Lanhui Wang

Soil cadmium (Cd) contamination significantly threatens ecosystems and human health. Traditional geochemical investigation, although accurate, is impractical for wide-area and frequent monitoring applications. Multi-spectral satellite images combined with the homologous pollution information (HPI) and the spectral and content information of soil organic matter (SOMSCI) is an unconventional and promising approach for large-scale, dynamic soil heavy metal (SHM) monitoring. Based on a novel Multiple-Residual-Stacked (MRS) machine-learning framework, the study estimated the soil Cd content in Yueyang City, China, during the past decade (2014–2023) using Landsat 8 images. Within it, three feature construction methods and four models were employed.

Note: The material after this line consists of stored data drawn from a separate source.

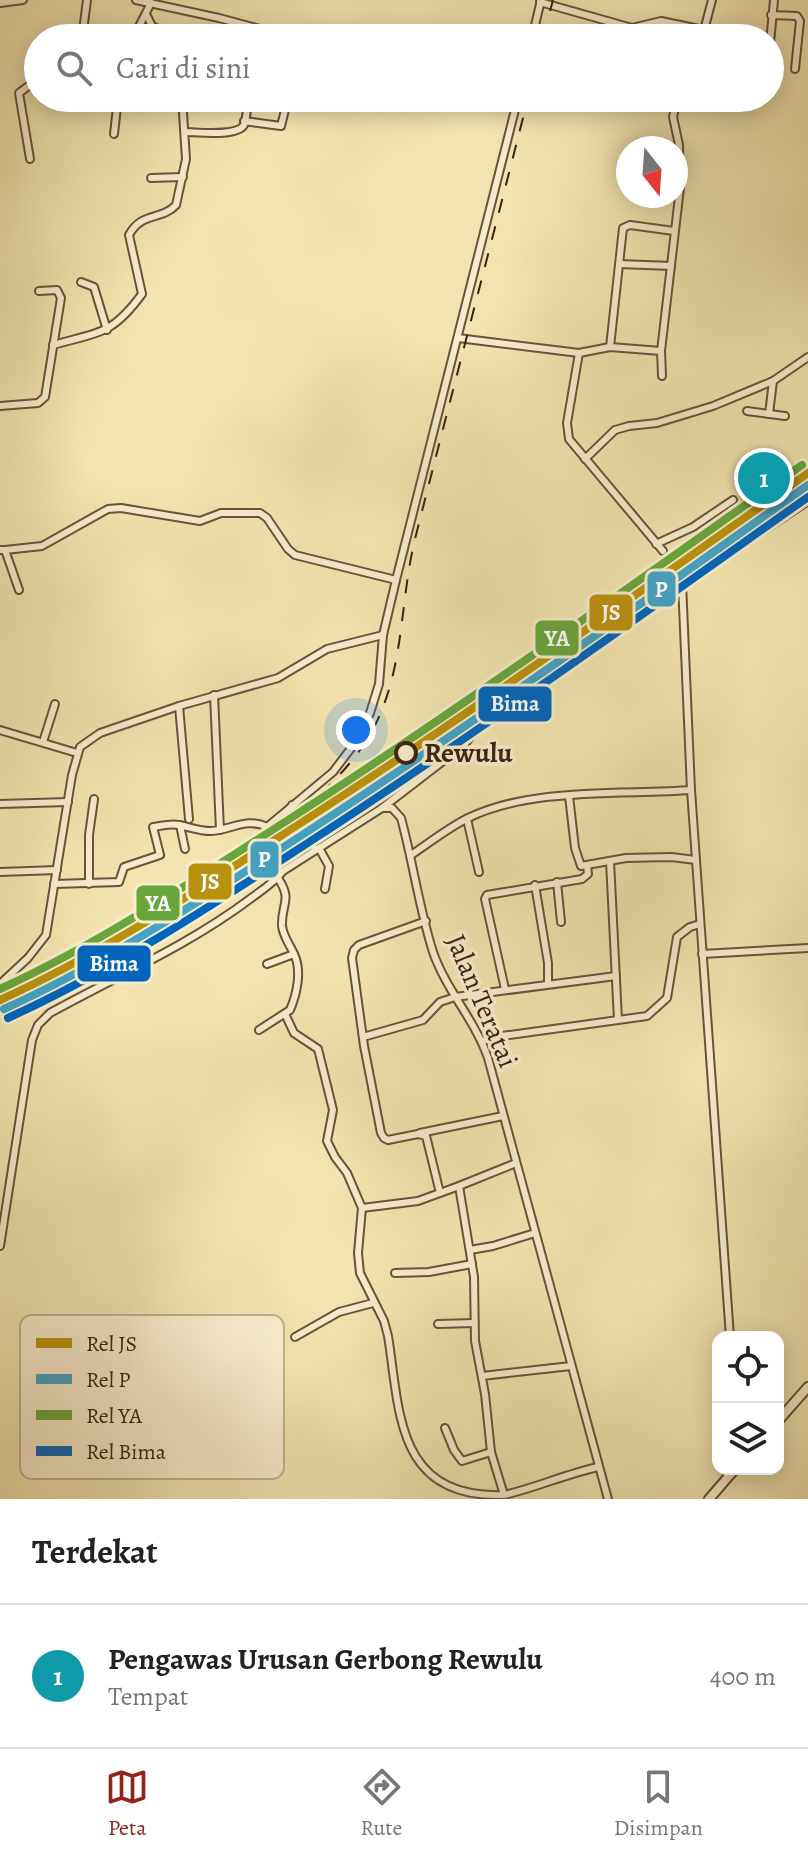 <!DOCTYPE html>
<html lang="id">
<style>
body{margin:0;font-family:Alegreya,serif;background:#f2f2f2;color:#222}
.controls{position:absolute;right:24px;bottom:24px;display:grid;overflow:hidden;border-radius:16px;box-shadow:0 4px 20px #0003}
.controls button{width:72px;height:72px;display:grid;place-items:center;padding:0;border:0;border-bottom:2px solid #e0e0e0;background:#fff;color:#222;font:40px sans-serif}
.compass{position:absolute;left:616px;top:136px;width:72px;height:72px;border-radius:50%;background:#fff;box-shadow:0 4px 20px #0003;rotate:163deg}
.you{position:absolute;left:356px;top:730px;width:28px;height:28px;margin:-20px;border:6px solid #fff;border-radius:50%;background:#1a73e8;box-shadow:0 0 0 12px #1a73e833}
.badge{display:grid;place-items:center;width:52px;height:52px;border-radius:50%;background:#8f2418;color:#fff;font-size:26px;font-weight:700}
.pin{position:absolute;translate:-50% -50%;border:4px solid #fff;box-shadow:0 2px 8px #0006}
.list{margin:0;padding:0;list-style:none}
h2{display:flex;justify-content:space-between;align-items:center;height:104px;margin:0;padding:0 32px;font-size:34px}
h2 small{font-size:26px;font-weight:400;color:#767676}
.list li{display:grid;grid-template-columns:52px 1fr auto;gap:24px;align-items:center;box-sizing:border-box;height:144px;padding:0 32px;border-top:2px solid #e0e0e0}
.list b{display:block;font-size:30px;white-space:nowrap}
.list p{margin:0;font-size:26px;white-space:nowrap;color:#767676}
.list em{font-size:26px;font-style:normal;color:#767676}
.icon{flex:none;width:44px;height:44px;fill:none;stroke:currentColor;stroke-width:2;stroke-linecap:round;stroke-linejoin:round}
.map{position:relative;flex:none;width:808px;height:1499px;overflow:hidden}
.search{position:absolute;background:#fff;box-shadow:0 4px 20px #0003;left:24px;right:24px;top:24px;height:88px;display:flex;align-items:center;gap:20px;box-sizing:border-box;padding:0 28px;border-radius:44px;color:#767676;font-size:30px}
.sheet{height:248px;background:#fff}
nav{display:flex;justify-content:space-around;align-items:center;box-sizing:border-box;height:112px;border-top:2px solid #e0e0e0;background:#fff;font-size:22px;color:#767676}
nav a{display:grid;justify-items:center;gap:4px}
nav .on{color:#8f2418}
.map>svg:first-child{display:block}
</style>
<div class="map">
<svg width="808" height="1499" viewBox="0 0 808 1499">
<rect width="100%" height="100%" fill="#f2e4b0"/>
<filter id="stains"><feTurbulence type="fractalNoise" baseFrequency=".0025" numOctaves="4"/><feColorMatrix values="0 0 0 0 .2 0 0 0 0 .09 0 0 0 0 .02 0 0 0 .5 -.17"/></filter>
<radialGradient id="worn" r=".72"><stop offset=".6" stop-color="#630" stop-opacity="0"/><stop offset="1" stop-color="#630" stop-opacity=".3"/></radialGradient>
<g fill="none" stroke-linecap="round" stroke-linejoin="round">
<!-- minor-tunnel -->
<path stroke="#cebd90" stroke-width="6" stroke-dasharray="6 3" stroke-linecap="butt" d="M663,551l16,23"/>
<!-- minor casing -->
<g stroke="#6a5238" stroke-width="10">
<g id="minor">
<path d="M136,0l83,18 75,20"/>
<path d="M540,2l92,26 29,-7 43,9"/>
<path d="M0,3l23,-3"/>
<path d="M146,14l6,12 22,12"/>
<path d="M771,15l26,1 3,5 -5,48"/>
<path d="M80,38l3,-7 4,-31"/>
<path d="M133,38l18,-35"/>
<path d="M231,38l1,-16"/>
<path d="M532,38l9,-38"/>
<path d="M702,38l10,-38"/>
<path d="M770,43l4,-43"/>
<path d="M743,104l4,-6"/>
<path d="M244,121l37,5 7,-28"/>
<path d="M185,132c12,0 52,5 59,-7 3,-7 3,-19 4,-27"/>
<path d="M114,134l4,-36"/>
<path d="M30,159l-11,-66 19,-14"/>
<path d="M151,178l32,-1"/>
<path d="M620,264l51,2"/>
<path d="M81,282l13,5 13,43"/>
<path d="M458,338l121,15 31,-6 51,4"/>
<path d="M53,345c46,-13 59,-10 89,-51l-13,-59c13,-24 32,-14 47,-30l10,-46 -4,-61"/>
<path d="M610,347l13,-119 7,-3 44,6"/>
<path d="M579,353l-12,70 2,16 94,112"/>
<path d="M662,376l-1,-25 19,-163 -1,-43 -6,-28 4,-19"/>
<path d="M0,406l38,-3 7,-6 16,-99 -4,-8 -18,1"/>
<path d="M747,411l38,5"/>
<path d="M769,414l4,-33"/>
<path d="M585,459l30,-29 14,-4 28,-3 56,-17 60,-25 35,-24"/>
<path d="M656,544l37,-17 40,-27"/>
<path d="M0,550h5l14,40"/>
<path d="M5,550l37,-4 66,-37 13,-1 79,13 21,-8h39l7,5 21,31 7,6 101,25"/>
<path d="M679,574l3,9 9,207 39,547"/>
<path d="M214,695l6,135"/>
<path d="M179,706l10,113"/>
<path d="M0,730l77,23"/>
<path d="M43,742l12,-38"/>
<path d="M569,796l6,52 6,18 45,-8 45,-1 25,3"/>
<path d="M0,804l68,-2"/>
<path d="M292,805l-2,5 25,39"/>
<path d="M382,808h10l9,10c12,44 18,90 32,134 13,38 42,68 55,106l120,441"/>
<path d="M467,819l12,53"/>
<path d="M180,825l5,24"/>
<path d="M319,848l10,18 -4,23"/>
<path d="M411,855c18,-12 37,-27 57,-37 64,-31 153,-23 223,-28"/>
<path d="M610,861l8,159"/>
<path d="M0,872l57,-2"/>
<path d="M557,882l4,40"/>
<path d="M54,884l65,-2 5,-15 36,-12 -7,-28c8,-1 18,-4 26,-2 11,2 20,6 32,6 20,-1 36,-14 56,-4l66,-55 25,-33 12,-26 9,-29 4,-49 13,-55 122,-482"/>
<path d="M89,884v-49l5,-36"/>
<path d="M535,885l13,78v20"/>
<path d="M426,921l-67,24 -5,5 -2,8 12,88 17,87 3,5 4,2 30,-6 8,2 14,57"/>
<path d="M702,954l106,-6"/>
<path d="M267,964l27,-10"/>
<path d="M0,984l28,-26 18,-23 26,-160 8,-28 20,-14 79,-27 99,-28 49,-29 56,-14"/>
<path d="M505,989l-20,-90 2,-4 95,-16 6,-5 -1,-8"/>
<path d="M285,1014l9,19 24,16 15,61 -6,31 8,16 12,16 15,35 -4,45 2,20 24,48 4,15c12,74 7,163 116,159 31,-7 62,-21 94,-28"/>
<path d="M259,1030l31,-20c7,-16 12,-40 4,-56 -4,-9 -11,-18 -12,-28 -1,-23 11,-25 -4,-48"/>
<path d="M363,1037l60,-17 17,-18 15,-5 161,-21"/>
<path d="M482,1041l20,-5 145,-20 20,-18 10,-61 13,-10 10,-3"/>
<path d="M420,1133l83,-17"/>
<path d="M362,1208l56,-7 41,-15"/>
<path d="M0,1246l32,-206 6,-15 12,-12c67,-37 139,-68 200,-114 12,-9 24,-16 33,-28l99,-63 82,-63 12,-15 81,-64 64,-39 49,-36 12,-1 3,-7 123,-82"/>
<path d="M470,1250l23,-4 42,-13"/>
<path d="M395,1273l34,-1 43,-8"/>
<path d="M438,1324l36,-1"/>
<path d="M295,1337l44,-25 34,-9"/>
<path d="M482,1376l89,-10"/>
<path d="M445,1428l9,22 8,11 29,-9"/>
<path d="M504,1495l-13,-43 -6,-58 -10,-53 -1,-64 -15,-91 57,-23"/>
</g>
</g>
<!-- tertiary casing -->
<g stroke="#6a5238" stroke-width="12">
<g id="tertiary">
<path d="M778,1421l30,-34"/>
<path d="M709,1499l26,-30"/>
</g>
</g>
<!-- minor -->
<use href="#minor" stroke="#f7edcc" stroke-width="6"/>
<!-- tertiary -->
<use href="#tertiary" stroke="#f7edcc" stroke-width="8"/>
<!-- rail -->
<g stroke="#3d2110" stroke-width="2" stroke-dasharray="14 14" stroke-linecap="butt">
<path d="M543,38l10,-38"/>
<path d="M321,794c25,-25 47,-49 60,-82 23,-55 20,-116 34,-173 37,-147 76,-294 113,-441"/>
</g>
<!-- rail-1 casing -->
<g stroke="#f7edcc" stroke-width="14">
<path id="rail-1" d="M0,1000c103,-47 198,-110 293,-172 176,-113 345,-235 515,-355"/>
</g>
<!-- rail-2 casing -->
<g stroke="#f7edcc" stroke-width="14">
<path id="rail-2" d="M4,1009c103,-47 197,-109 292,-170 174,-113 343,-234 512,-354"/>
</g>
<!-- rail-3 casing -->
<g stroke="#f7edcc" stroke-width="14">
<path id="rail-3" d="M0,989c101,-46 194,-109 288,-169 175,-113 344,-235 514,-355"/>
</g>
<!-- rail-4 casing -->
<g stroke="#f7edcc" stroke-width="14">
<path id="rail-4" d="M8,1018c103,-47 198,-109 292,-170 173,-112 340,-232 508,-351"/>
</g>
<!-- rail-1 -->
<use href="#rail-1" stroke="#b9910e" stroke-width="8"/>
<!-- rail-2 -->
<use href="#rail-2" stroke="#43a2c5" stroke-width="8"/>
<!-- rail-3 -->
<use href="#rail-3" stroke="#68a63c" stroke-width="8"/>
<!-- rail-4 -->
<use href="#rail-4" stroke="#0065bd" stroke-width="8"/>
</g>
<!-- markers -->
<circle fill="#f7edcc" stroke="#3d2110" stroke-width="4" cx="406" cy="753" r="10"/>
<g text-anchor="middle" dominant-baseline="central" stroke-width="7" stroke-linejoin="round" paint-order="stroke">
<!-- stop labels -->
<g font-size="28" font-weight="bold" fill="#3d2110" stroke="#f7edcc" text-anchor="start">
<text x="424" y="753">Rewulu</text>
</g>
<!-- street labels -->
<g font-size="28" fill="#3d2110" stroke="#f7edcc">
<text transform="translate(482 1001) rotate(67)">Jalan Teratai</text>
</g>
</g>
<!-- legend -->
<rect x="20" y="1315" width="264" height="164" rx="12" fill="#f7edcc" stroke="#bfb094" stroke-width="2"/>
<rect x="36" y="1338" width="36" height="10" fill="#b9910e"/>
<rect x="36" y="1374" width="36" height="10" fill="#43a2c5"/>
<rect x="36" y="1410" width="36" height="10" fill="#68a63c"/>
<rect x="36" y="1446" width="36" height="10" fill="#0065bd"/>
<g font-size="22" fill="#3d2110">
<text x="86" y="1351">Rel JS</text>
<text x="86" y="1387">Rel P</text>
<text x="86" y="1423">Rel YA</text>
<text x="86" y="1459">Rel Bima</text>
</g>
<g stroke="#f7edcc" stroke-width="3">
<rect x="646" y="570" width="31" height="38" rx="8" fill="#43a2c5"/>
<rect x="588" y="593" width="46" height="39" rx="8" fill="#b9910e"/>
<rect x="534" y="619" width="46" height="38" rx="8" fill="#68a63c"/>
<rect x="477" y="685" width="76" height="38" rx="8" fill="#0065bd"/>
<rect x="249" y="840" width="31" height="39" rx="8" fill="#43a2c5"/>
<rect x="187" y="862" width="46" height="39" rx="8" fill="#b9910e"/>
<rect x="135" y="884" width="46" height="38" rx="8" fill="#68a63c"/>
<rect x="76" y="944" width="76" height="39" rx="8" fill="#0065bd"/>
</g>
<g font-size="22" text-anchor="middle" font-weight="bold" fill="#fff">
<text x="661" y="597">P</text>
<text x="611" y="620">JS</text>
<text x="557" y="646">YA</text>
<text x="515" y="711">Bima</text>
<text x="264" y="867">P</text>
<text x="210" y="889">JS</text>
<text x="158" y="911">YA</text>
<text x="114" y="971">Bima</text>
</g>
<rect width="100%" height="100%" filter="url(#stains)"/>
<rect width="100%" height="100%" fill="url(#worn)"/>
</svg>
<div class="controls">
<button><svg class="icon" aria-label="locate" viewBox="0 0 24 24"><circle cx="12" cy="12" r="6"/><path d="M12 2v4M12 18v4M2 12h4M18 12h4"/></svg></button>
<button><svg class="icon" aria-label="layers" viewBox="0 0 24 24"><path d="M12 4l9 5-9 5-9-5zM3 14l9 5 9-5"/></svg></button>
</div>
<svg class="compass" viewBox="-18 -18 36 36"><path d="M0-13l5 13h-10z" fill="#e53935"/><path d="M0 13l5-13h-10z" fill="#767676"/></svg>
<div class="you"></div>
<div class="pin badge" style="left:764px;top:478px;background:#0f9aa8">1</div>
<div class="search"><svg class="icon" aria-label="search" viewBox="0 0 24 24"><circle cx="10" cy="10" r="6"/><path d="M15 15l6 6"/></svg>Cari di sini</div>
</div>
<section class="sheet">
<h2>Terdekat<small></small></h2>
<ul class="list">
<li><span class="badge" style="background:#0f9aa8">1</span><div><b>Pengawas Urusan Gerbong Rewulu</b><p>Tempat</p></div><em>400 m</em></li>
</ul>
</section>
<nav>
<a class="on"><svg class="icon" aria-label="map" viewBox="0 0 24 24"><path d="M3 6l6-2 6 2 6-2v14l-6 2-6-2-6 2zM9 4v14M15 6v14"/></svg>Peta</a>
<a><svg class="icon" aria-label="directions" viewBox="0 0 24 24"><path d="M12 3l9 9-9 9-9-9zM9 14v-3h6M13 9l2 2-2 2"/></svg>Rute</a>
<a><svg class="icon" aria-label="saved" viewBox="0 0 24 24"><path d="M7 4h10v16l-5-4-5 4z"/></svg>Disimpan</a>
</nav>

The experimental results indicate that the XGB-MRS model incorporating HPI and SOMSCI significantly improved the estimation performance (RPD exceeded 90 %, R², RMSE, and MAE exceeded 40 %). Moreover, against 243 ground samples during 2016–2022, the average overall estimation accuracy exceeded 80 %, validating the model's robustness and practicality. Furthermore, the descending order of contribution in the modelling is environmental auxiliary variables (55 %), HPI and SOMSCI (26 %), and spectral information (19 %). The fertilizer usage has direct (up to 2 years) and delayed (3–5 years) effects on soil Cd accumulation. Overall, our study provides a scalable framework for monitoring global SHM pollution using open-source multi-spectral satellite data.